- _WORK REQUIRED_:
Reproduce nothing beyond the line containing "height:10px; margin:-5px; padding:0". From the first line of the data below down to it, copy each line exactly, without the pictures.

--------------------------------------------------

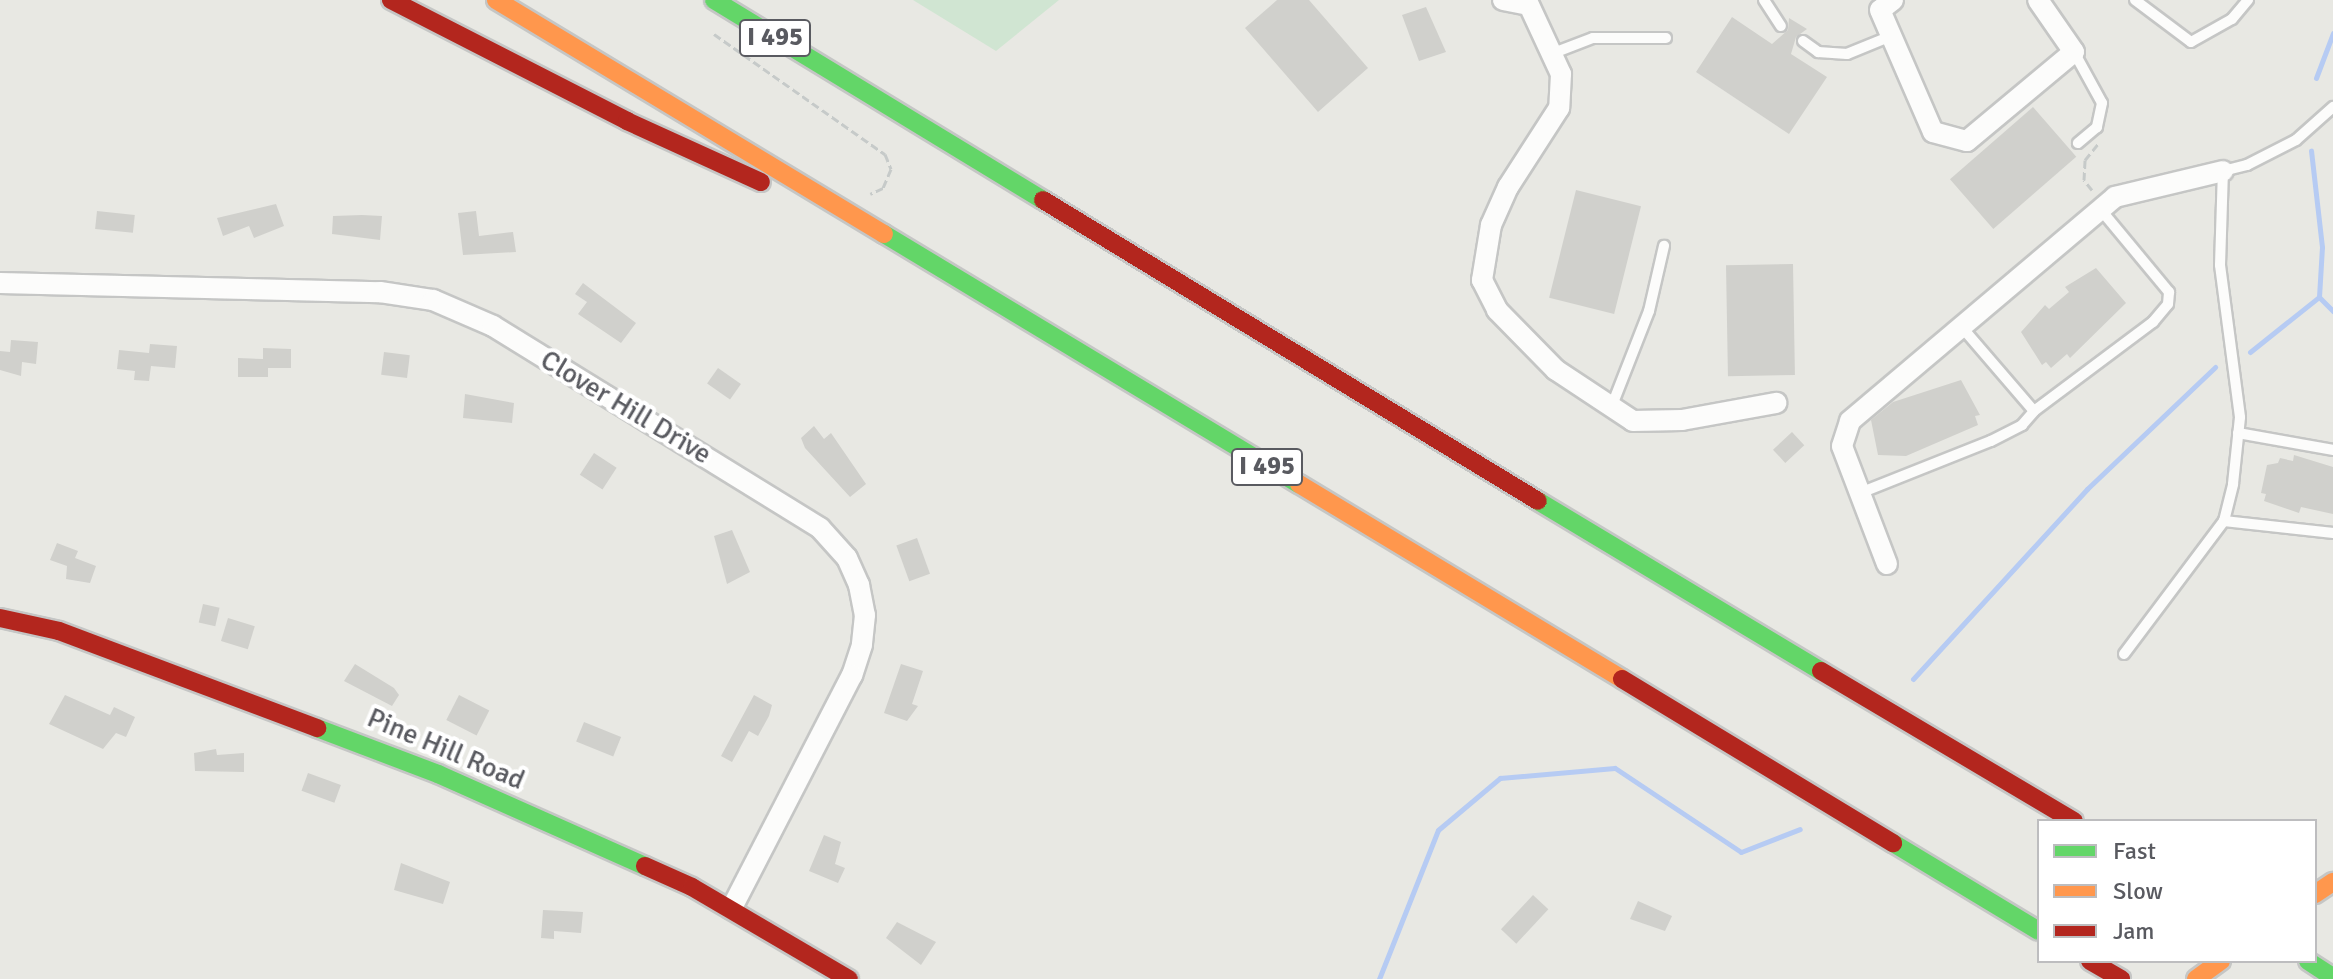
<!DOCTYPE html>
<html>
<head>
<meta charset="utf-8">
<style>
	body { margin:0 }
	#map { position:relative; width:2333px; height:979px; overflow:hidden; background:#e8e8e3; font-family:Signika,sans-serif }
	div>[style] { position:absolute }
	[style*='--x'] { left:calc(var(--x)*1px); top:calc(var(--y)*1px); width:calc(var(--w)*1px); rotate:calc(var(--a)*1deg) }
	.green>* { inset:0; background:#d0e5d2 }
	.stream>* { height:5px; margin:-2.5px; padding:0 2.5px; transform-origin:2.5px; border-radius:2.5px; background:#b6cbf3 }
	.building>* { inset:0; background:#d0d0cc; transform-origin:0 0 }
	.path>* { height:3px; margin-top:-1.5px; transform-origin:0; background:repeating-linear-gradient(90deg,#c6cac9 0 8px,transparent 0 12px) }
	.roads { filter:drop-shadow(2px 0 #c5c6c5) drop-shadow(-2px 0 #c5c6c5) drop-shadow(0 2px #c5c6c5) drop-shadow(0 -2px #c5c6c5) }
	.lane>* { height:10px; margin:-5px; padding:0 5px; transform-origin:5px; border-radius:5px; background:#fcfcfb }
	.street>* { height:20px; margin:-10px; padding:0 10px; transform-origin:10px; border-radius:10px; background:#fcfcfb }
	.fast>* { height:18px; margin:-9px; padding:0 9px; transform-origin:9px; border-radius:9px; background:#63d668 }
	.slow>* { height:18px; margin:-9px; padding:0 9px; transform-origin:9px; border-radius:9px; background:#ff974d }
	.jam>* { height:18px; margin:-9px; padding:0 9px; transform-origin:9px; border-radius:9px; background:#b3261e }
	span { translate:-50% -50%; white-space:nowrap; text-align:center; line-height:1.15; -webkit-text-stroke:8px #fff; paint-order:stroke }
	.shield-label span { padding:2px 6px; background:#fff; border:2px solid; border-radius:6px; -webkit-text-stroke-width:0 }
	.shield-label { font-size:26px; color:#595a60; font-weight:700 }
	.street-label { font-size:28px; color:#595a60 }
	.legend { position:absolute; left:2037px; top:819px; width:280px; height:144px; box-sizing:border-box; background:#fff; border:2px solid #bdbdbf; margin:0; padding:10px 14px; list-style:none; font-size:24px; color:#595a60 }
	.legend li { display:flex; align-items:center; gap:16px; height:40px }
	.legend b { width:40px; border:2px solid #bdbdbf }
</style>
</head>
<body>
<div id="map">
	<div class="green">
		<i style="clip-path:polygon(913px 0,1059px 0,996px 51px)"></i>
	</div>
	<div class="stream">
		<i style="--x:2316;--y:78;--w:48;--a:-69.3"></i>
		<i style="--x:2319;--y:297;--w:20;--a:45"></i>
		<i style="--x:2250;--y:352;--w:88;--a:-38.6"></i>
		<i style="--x:2319;--y:297;--w:50;--a:-86.6"></i>
		<i style="--x:2322;--y:247;--w:97;--a:-96.5"></i>
		<i style="--x:1913;--y:679;--w:258;--a:-47.5"></i>
		<i style="--x:2087;--y:489;--w:177;--a:-43.6"></i>
		<i style="--x:1379;--y:979;--w:160;--a:-68.4"></i>
		<i style="--x:1438;--y:830;--w:81;--a:-40"></i>
		<i style="--x:1500;--y:778;--w:115;--a:-5"></i>
		<i style="--x:1615;--y:768;--w:151;--a:33.7"></i>
		<i style="--x:1741;--y:852;--w:63;--a:-21.3"></i>
	</div>
	<div class="building">
		<i style="clip-path:polygon(1277px 0,1309px 0,1368px 68px,1318px 112px,1245px 28px)"></i>
		<i style="clip-path:polygon(1426px 7px,1446px 52px,1419px 61px,1402px 15px)"></i>
		<i style="clip-path:polygon(1732px 17px,1772px 44px,1788px 30px,1789px 18px,1807px 29px,1796px 37px,1791px 54px,1827px 77px,1789px 134px,1696px 72px)"></i>
		<i style="left:2033px;top:107px;width:66px;height:110px;rotate:49deg"></i>
		<i style="left:1576px;top:190px;width:67px;height:111px;rotate:14deg"></i>
		<i style="clip-path:polygon(276px 204px,284px 226px,254px 238px,249px 226px,223px 236px,217px 218px)"></i>
		<i style="left:97px;top:211px;width:38px;height:18px;rotate:6deg"></i>
		<i style="clip-path:polygon(476px 211px,479px 236px,513px 232px,516px 252px,463px 255px,458px 213px)"></i>
		<i style="clip-path:polygon(362px 215px,382px 216px,380px 240px,332px 234px,333px 216px)"></i>
		<i style="left:1793px;top:264px;width:111px;height:67px;rotate:89deg"></i>
		<i style="clip-path:polygon(2096px 268px,2126px 303px,2070px 358px,2067px 354px,2051px 368px,2046px 362px,2042px 365px,2021px 332px,2045px 305px,2049px 309px,2069px 292px,2065px 287px)"></i>
		<i style="clip-path:polygon(583px 283px,636px 323px,621px 343px,578px 314px,587px 302px,575px 294px)"></i>
		<i style="clip-path:polygon(11px 340px,38px 342px,36px 364px,22px 362px,21px 376px,0 370px,0 351px,10px 352px)"></i>
		<i style="clip-path:polygon(150px 344px,177px 346px,175px 368px,151px 366px,149px 381px,134px 380px,135px 371px,117px 369px,119px 350px,149px 353px)"></i>
		<i style="clip-path:polygon(263px 348px,291px 349px,291px 368px,268px 368px,268px 377px,238px 377px,238px 358px,263px 359px)"></i>
		<i style="left:384px;top:352px;width:26px;height:23px;rotate:7deg"></i>
		<i style="left:718px;top:368px;width:28px;height:19px;rotate:35deg"></i>
		<i style="clip-path:polygon(1961px 380px,1980px 415px,1975px 416px,1978px 425px,1906px 456px,1878px 455px,1871px 420px,1893px 402px)"></i>
		<i style="clip-path:polygon(465px 394px,514px 403px,512px 423px,463px 418px)"></i>
		<i style="clip-path:polygon(814px 426px,824px 439px,831px 433px,866px 484px,850px 497px,805px 448px,801px 438px)"></i>
		<i style="left:1792px;top:432px;width:18px;height:26px;rotate:47deg"></i>
		<i style="left:594px;top:453px;width:27px;height:26px;rotate:33deg"></i>
		<i style="clip-path:polygon(2294px 455px,2333px 467px,2333px 514px,2301px 507px,2299px 513px,2264px 501px,2266px 494px,2261px 493px,2267px 465px,2278px 463px,2280px 458px,2293px 461px)"></i>
		<i style="clip-path:polygon(732px 530px,750px 572px,727px 584px,714px 536px)"></i>
		<i style="left:917px;top:538px;width:38px;height:22px;rotate:70deg"></i>
		<i style="clip-path:polygon(57px 543px,78px 551px,75px 558px,96px 566px,90px 583px,66px 579px,67px 566px,50px 560px)"></i>
		<i style="left:203px;top:604px;width:17px;height:19px;rotate:13deg"></i>
		<i style="left:228px;top:618px;width:28px;height:24px;rotate:17deg"></i>
		<i style="clip-path:polygon(355px 664px,394px 688px,399px 695px,392px 706px,344px 681px)"></i>
		<i style="clip-path:polygon(901px 664px,923px 671px,912px 704px,918px 706px,907px 721px,884px 713px)"></i>
		<i style="clip-path:polygon(65px 695px,110px 715px,114px 707px,135px 717px,126px 737px,116px 733px,103px 749px,49px 724px)"></i>
		<i style="left:459px;top:695px;width:34px;height:28px;rotate:27deg"></i>
		<i style="clip-path:polygon(754px 695px,772px 705px,769px 716px,758px 736px,749px 731px,732px 762px,721px 756px)"></i>
		<i style="left:584px;top:722px;width:40px;height:21px;rotate:22deg"></i>
		<i style="clip-path:polygon(216px 749px,217px 755px,244px 753px,244px 772px,195px 771px,194px 753px)"></i>
		<i style="left:308px;top:773px;width:35px;height:19px;rotate:20deg"></i>
		<i style="clip-path:polygon(824px 835px,841px 842px,835px 864px,845px 868px,838px 883px,809px 871px)"></i>
		<i style="clip-path:polygon(401px 863px,450px 882px,443px 904px,394px 890px)"></i>
		<i style="left:1533px;top:895px;width:21px;height:47px;rotate:43deg"></i>
		<i style="clip-path:polygon(1638px 901px,1672px 916px,1665px 931px,1630px 919px)"></i>
		<i style="clip-path:polygon(543px 910px,583px 912px,581px 933px,554px 931px,554px 939px,541px 938px)"></i>
		<i style="clip-path:polygon(897px 922px,936px 942px,921px 965px,886px 938px)"></i>
	</div>
	<div class="path">
		<i style="--x:714;--y:34;--w:209;--a:35.1"></i>
		<i style="--x:885;--y:154;--w:16;--a:68"></i>
		<i style="--x:891;--y:169;--w:21;--a:113"></i>
		<i style="--x:883;--y:188;--w:14;--a:155"></i>
		<i style="--x:2092;--y:190;--w:13;--a:-129"></i>
		<i style="--x:2084;--y:180;--w:20;--a:-87"></i>
		<i style="--x:2085;--y:160;--w:22;--a:-51"></i>
	</div>
	<div class="roads">
		<div class="lane">
			<i style="--x:1764;--y:0;--w:31;--a:57"></i>
			<i style="--x:2135;--y:0;--w:70;--a:36.9"></i>
			<i style="--x:2191;--y:42;--w:47;--a:-29.3"></i>
			<i style="--x:2232;--y:19;--w:25;--a:-50"></i>
			<i style="--x:1803;--y:41;--w:19;--a:36"></i>
			<i style="--x:1818;--y:52;--w:29;--a:4"></i>
			<i style="--x:1847;--y:54;--w:48;--a:-22.2"></i>
			<i style="--x:2074;--y:52;--w:58;--a:61.2"></i>
			<i style="--x:2102;--y:103;--w:25;--a:102"></i>
			<i style="--x:2097;--y:127;--w:25;--a:140"></i>
			<i style="--x:1551;--y:54;--w:45;--a:-20.9"></i>
			<i style="--x:1593;--y:38;--w:73;--a:0"></i>
			<i style="--x:1960;--y:325;--w:113;--a:49.3"></i>
			<i style="--x:2034;--y:411;--w:149;--a:-36.8"></i>
			<i style="--x:2153;--y:322;--w:23;--a:-50"></i>
			<i style="--x:2168;--y:304;--w:12;--a:-85"></i>
			<i style="--x:2169;--y:292;--w:108;--a:-129.7"></i>
			<i style="--x:1611;--y:408;--w:104;--a:-68.6"></i>
			<i style="--x:1649;--y:311;--w:67;--a:-77"></i>
			<i style="--x:2238;--y:433;--w:97;--a:10.1"></i>
			<i style="--x:1860;--y:493;--w:141;--a:-21.7"></i>
			<i style="--x:1991;--y:441;--w:35;--a:-27"></i>
			<i style="--x:2022;--y:425;--w:18;--a:-49"></i>
			<i style="--x:2224;--y:521;--w:110;--a:6.3"></i>
			<i style="--x:2124;--y:654;--w:166;--a:-53.1"></i>
			<i style="--x:2224;--y:521;--w:38;--a:-76"></i>
			<i style="--x:2233;--y:484;--w:67;--a:-84"></i>
			<i style="--x:2240;--y:417;--w:153;--a:-97.5"></i>
			<i style="--x:2220;--y:265;--w:94;--a:-88.2"></i>
			<i style="--x:2223;--y:171;--w:25;--a:-14"></i>
			<i style="--x:2247;--y:165;--w:55;--a:-27"></i>
			<i style="--x:2296;--y:140;--w:50;--a:-41.7"></i>
		</div>
		<div class="street">
			<i style="--x:1503;--y:0;--w:26;--a:11"></i>
			<i style="--x:1529;--y:5;--w:76;--a:65.1"></i>
			<i style="--x:1561;--y:74;--w:34;--a:93"></i>
			<i style="--x:1559;--y:108;--w:94;--a:122.8"></i>
			<i style="--x:1508;--y:187;--w:42;--a:114.1"></i>
			<i style="--x:1491;--y:225;--w:56;--a:99.3"></i>
			<i style="--x:1482;--y:280;--w:34;--a:63"></i>
			<i style="--x:1497;--y:310;--w:84;--a:45.5"></i>
			<i style="--x:1556;--y:370;--w:92;--a:33.5"></i>
			<i style="--x:1633;--y:421;--w:49;--a:-1.2"></i>
			<i style="--x:1682;--y:420;--w:96;--a:-10.3"></i>
			<i style="--x:1893;--y:0;--w:16;--a:142"></i>
			<i style="--x:1880;--y:10;--w:133;--a:66.5"></i>
			<i style="--x:1933;--y:132;--w:35;--a:15"></i>
			<i style="--x:1967;--y:141;--w:139;--a:-39.8"></i>
			<i style="--x:2074;--y:52;--w:63;--a:-124.7"></i>
			<i style="--x:0;--y:283;--w:380;--a:1.4"></i>
			<i style="--x:380;--y:292;--w:54;--a:8.6"></i>
			<i style="--x:433;--y:300;--w:65;--a:23.4"></i>
			<i style="--x:493;--y:326;--w:384;--a:31.7"></i>
			<i style="--x:820;--y:528;--w:40;--a:48"></i>
			<i style="--x:847;--y:558;--w:30;--a:66"></i>
			<i style="--x:859;--y:585;--w:31;--a:79"></i>
			<i style="--x:865;--y:615;--w:30;--a:96"></i>
			<i style="--x:862;--y:645;--w:32;--a:108"></i>
			<i style="--x:852;--y:675;--w:263;--a:117.3"></i>
			<i style="--x:1887;--y:564;--w:126;--a:-110.9"></i>
			<i style="--x:1842;--y:446;--w:26;--a:-72"></i>
			<i style="--x:1850;--y:421;--w:347;--a:-40.2"></i>
			<i style="--x:2115;--y:197;--w:111;--a:-13.5"></i>
		</div>
		<div class="fast">
			<i style="--x:714;--y:0;--w:385;--a:31.3"></i>
			<i style="--x:884;--y:234;--w:484;--a:31.1"></i>
			<i style="--x:1538;--y:501;--w:330;--a:31"></i>
			<i style="--x:317;--y:728;--w:129;--a:20.8"></i>
			<i style="--x:438;--y:774;--w:227;--a:24"></i>
			<i style="--x:1893;--y:843;--w:170;--a:31.1"></i>
			<i style="--x:2308;--y:961;--w:30;--a:33"></i>
		</div>
		<div class="slow">
			<i style="--x:496;--y:0;--w:453;--a:31.1"></i>
			<i style="--x:1299;--y:484;--w:377;--a:31.1"></i>
			<i style="--x:2315;--y:894;--w:22;--a:-34"></i>
			<i style="--x:2196;--y:979;--w:31;--a:-36"></i>
		</div>
		<div class="jam">
			<i style="--x:391;--y:0;--w:265;--a:27.1"></i>
			<i style="--x:627;--y:121;--w:147;--a:24.5"></i>
			<i style="--x:1043;--y:200;--w:579;--a:31.3"></i>
			<i style="--x:0;--y:618;--w:60;--a:12.4"></i>
			<i style="--x:59;--y:631;--w:276;--a:20.6"></i>
			<i style="--x:1821;--y:671;--w:294;--a:30.7"></i>
			<i style="--x:1622;--y:679;--w:317;--a:31.2"></i>
			<i style="--x:645;--y:866;--w:51;--a:24.1"></i>
			<i style="--x:692;--y:887;--w:182;--a:30.4"></i>
			<i style="--x:2090;--y:961;--w:36;--a:30"></i>
		</div>
	</div>
	<div class="shield-label">
		<span style="left:775px;top:38px">I 495</span>
		<span style="left:1267px;top:467px">I 495</span>
	</div>
	<div class="street-label">
		<span style="left:626px;top:407px;rotate:31deg">Clover Hill Drive</span>
		<span style="left:446px;top:749px;rotate:23deg">Pine Hill Road</span>
	</div>
	<ul class="legend">
	<li><b style="height:10px;background:#63d668"></b>Fast</li>
	<li><b style="height:10px;background:#ff974d"></b>Slow</li>
	<li><b style="height:10px;background:#b3261e"></b>Jam</li>
	</ul>
</div>
</body>
</html>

--------------------------------------------------

- _TASK RESULT_:
<!DOCTYPE html>
<html>
<head>
<meta charset="utf-8">
<style>
	body { margin:0 }
	#map { position:relative; width:2333px; height:979px; overflow:hidden; background:#e8e8e3; font-family:Signika,sans-serif }
	div>[style] { position:absolute }
	[style*='--x'] { left:calc(var(--x)*1px); top:calc(var(--y)*1px); width:calc(var(--w)*1px); rotate:calc(var(--a)*1deg) }
	.green>* { inset:0; background:#d0e5d2 }
	.stream>* { height:5px; margin:-2.5px; padding:0 2.5px; transform-origin:2.5px; border-radius:2.5px; background:#b6cbf3 }
	.building>* { inset:0; background:#d0d0cc; transform-origin:0 0 }
	.path>* { height:3px; margin-top:-1.5px; transform-origin:0; background:repeating-linear-gradient(90deg,#c6cac9 0 8px,transparent 0 12px) }
	.roads { filter:drop-shadow(2px 0 #c5c6c5) drop-shadow(-2px 0 #c5c6c5) drop-shadow(0 2px #c5c6c5) drop-shadow(0 -2px #c5c6c5) }
	.lane>* { height:10px; margin:-5px; padding:0 5px; transform-origin:5px; border-radius:5px; background:#fcfcfb }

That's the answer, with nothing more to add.